From the data that follows, copy every line with the string "image".

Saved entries
-*-*-

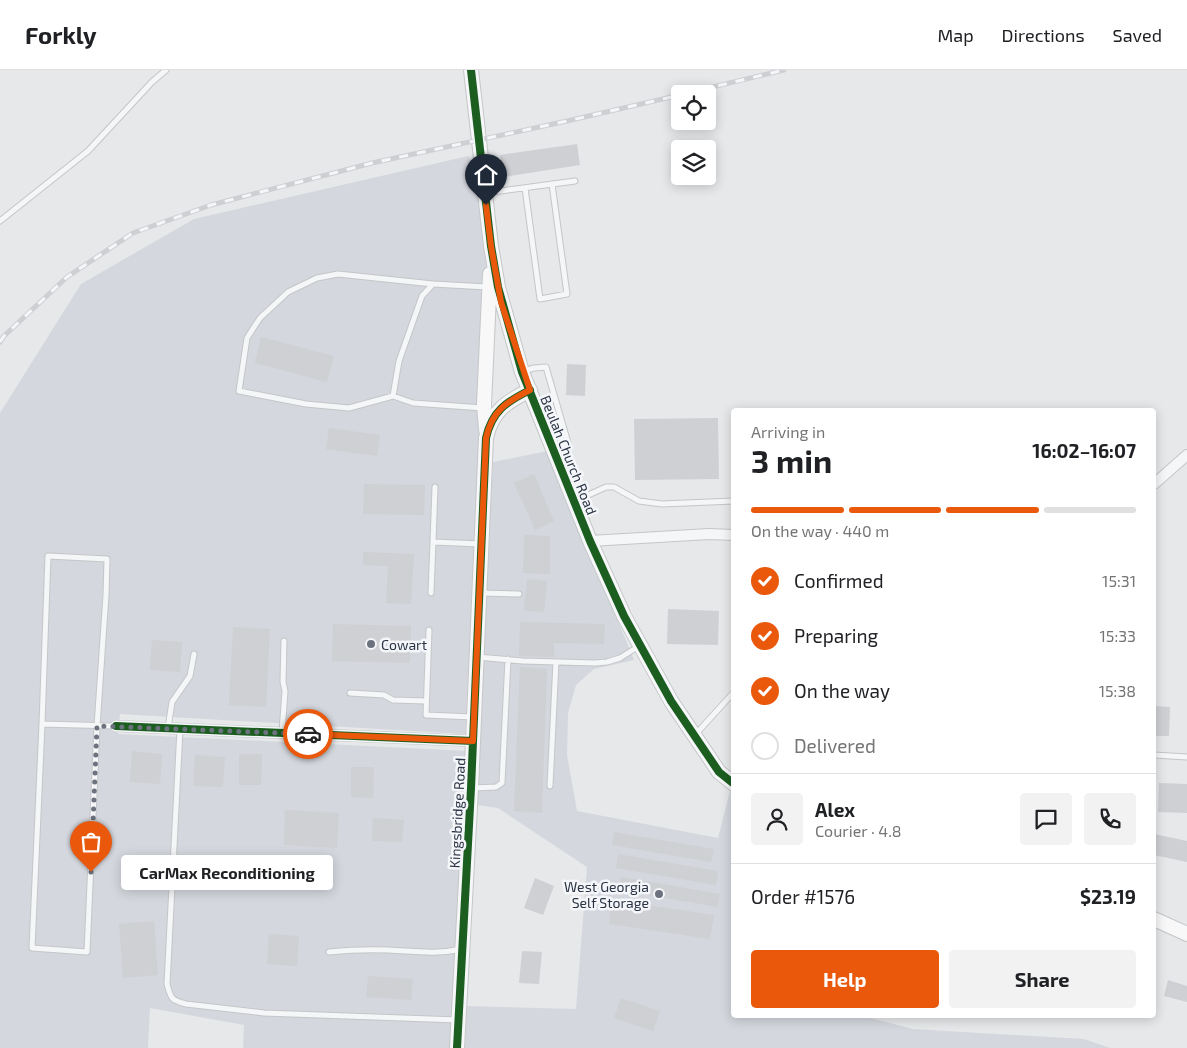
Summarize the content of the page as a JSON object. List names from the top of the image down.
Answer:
{
  "streets": {
    "street": ["Beulah Church Road", "Kingsbridge Road"]
  },
  "crossings": [
    ["Beulah Church Road", "Kingsbridge Road"]
  ],
  "places": ["Cowart", "CarMax Reconditioning", "West Georgia Self Storage"],
  "page": {
    "header": "Forkly",
    "nav": ["Map", "Directions", "Saved"],
    "heading": ["3 min", "Arriving in", "16:02–16:07"],
    "panel": [
      "Alex",
      "Courier · 4.8",
      "Order #1576",
      "$23.19"
    ],
    "bar": "On the way · 440 m",
    "list": [
      ["Confirmed", "15:31"],
      ["Preparing", "15:33"],
      ["On the way", "15:38"],
      "Delivered"
    ],
    "bubble": "CarMax Reconditioning",
    "buttons": ["Help", "Share"]
  }
}
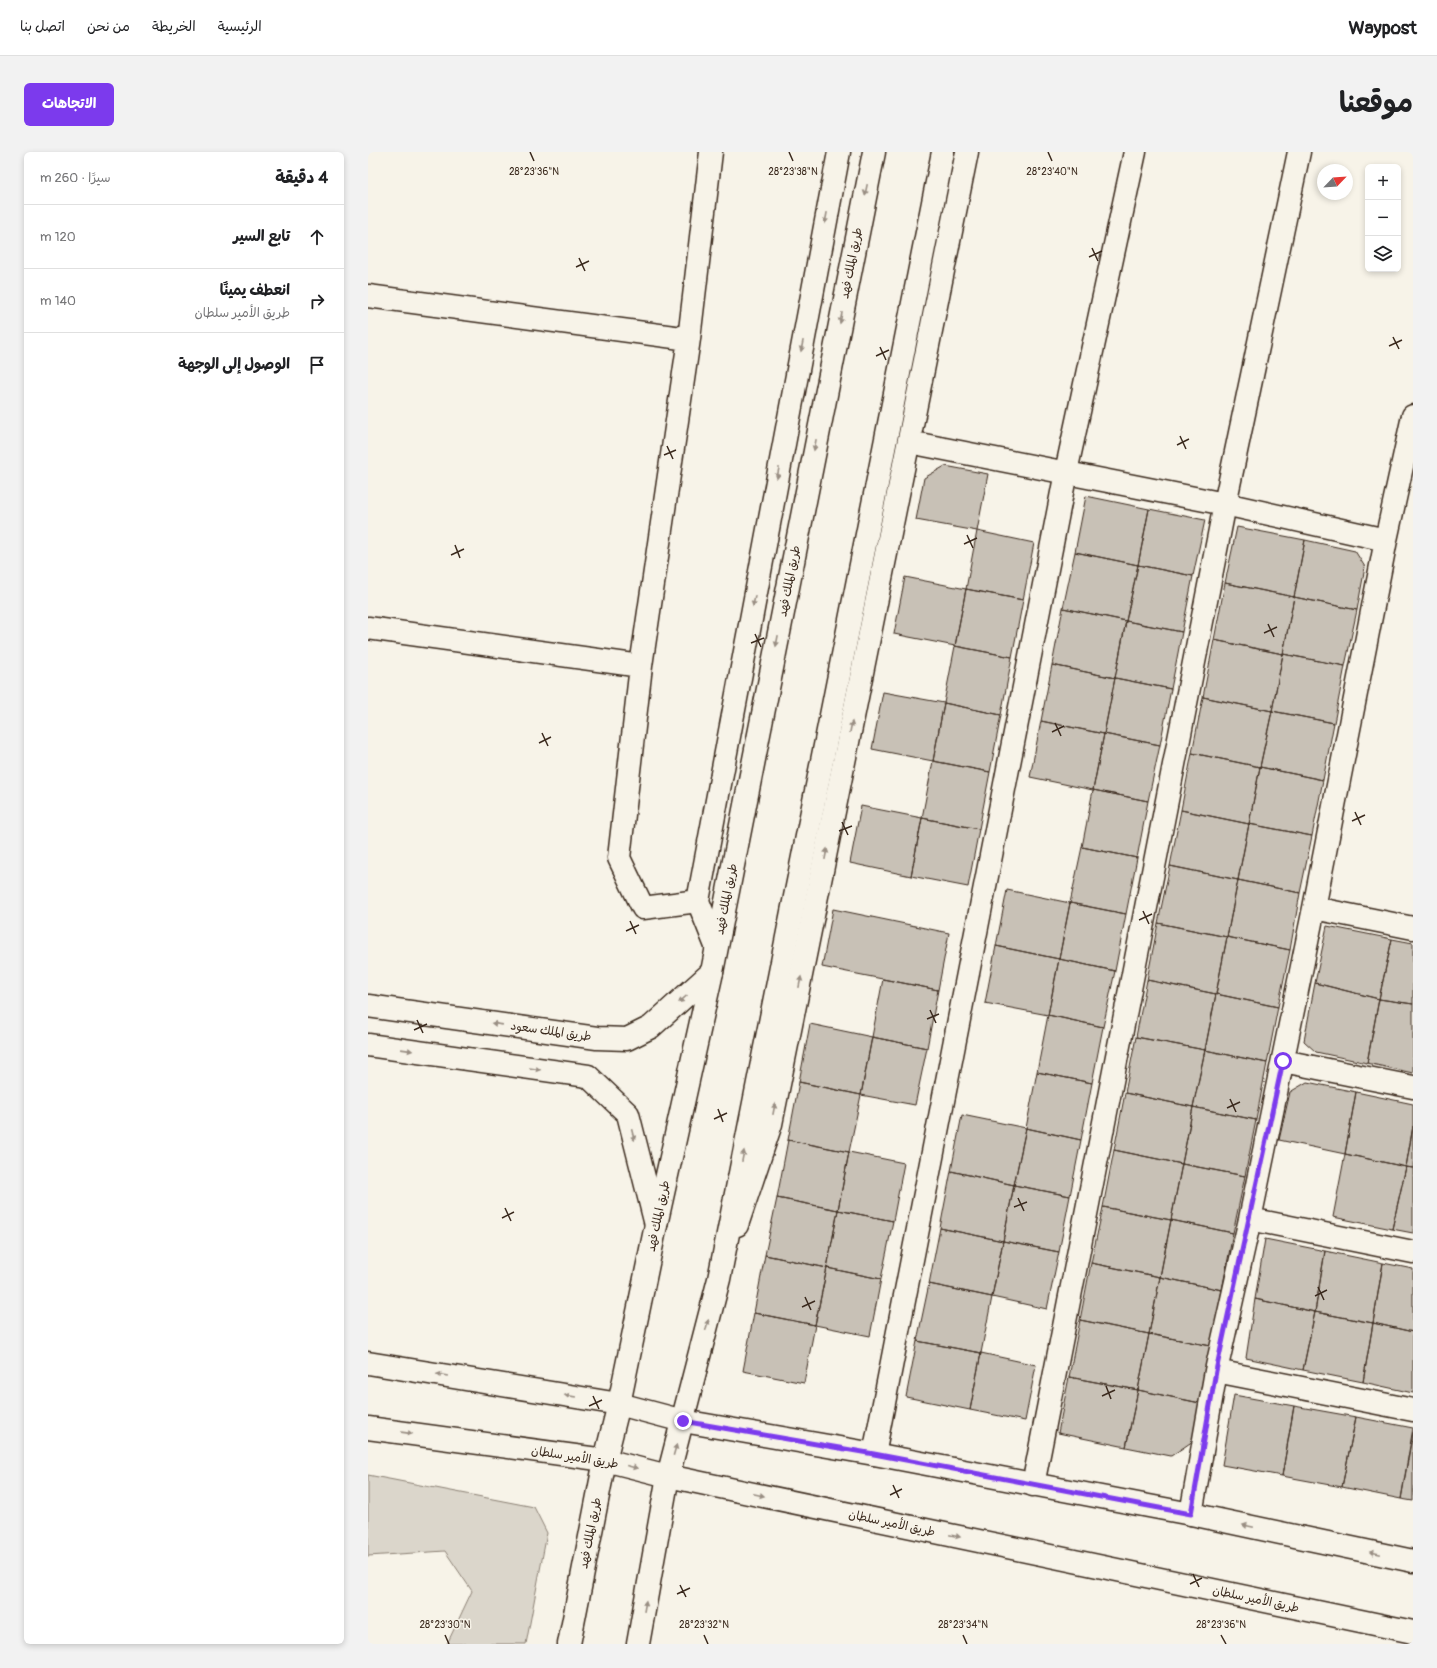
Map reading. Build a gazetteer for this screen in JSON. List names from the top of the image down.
{
  "streets": {
    "main road": ["طريق الملك فهد", "طريق الملك سعود", "طريق الأمير سلطان"]
  },
  "crossings": [
    ["طريق الملك فهد", "طريق الملك سعود"],
    ["طريق الملك فهد", "طريق الأمير سلطان"]
  ],
  "one_way": ["طريق الملك سعود"],
  "north": "top right",
  "page": {
    "header": "Waypost",
    "nav": [
      "الرئيسية",
      "الخريطة",
      "من نحن",
      "اتصل بنا"
    ],
    "title": "موقعنا",
    "buttons": "الاتجاهات",
    "heading": ["4 دقيقة", "سيرًا · 260 m"],
    "map_buttons": ["+", "−"],
    "list": [
      ["تابع السير", "120 m"],
      ["انعطف يمينًا", "طريق الأمير سلطان", "140 m"],
      "الوصول إلى الوجهة"
    ]
  },
  "coordinates": [
    "28°23'36\"N",
    "28°23'38\"N",
    "28°23'40\"N",
    "28°23'30\"N",
    "28°23'32\"N",
    "28°23'34\"N"
  ]
}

-*-*-

§ Solution:
Summarize the content of the page as a JSON object. List names from the top of the image down.
Map reading. Build a gazetteer for this screen in JSON. List names from the top of the image down.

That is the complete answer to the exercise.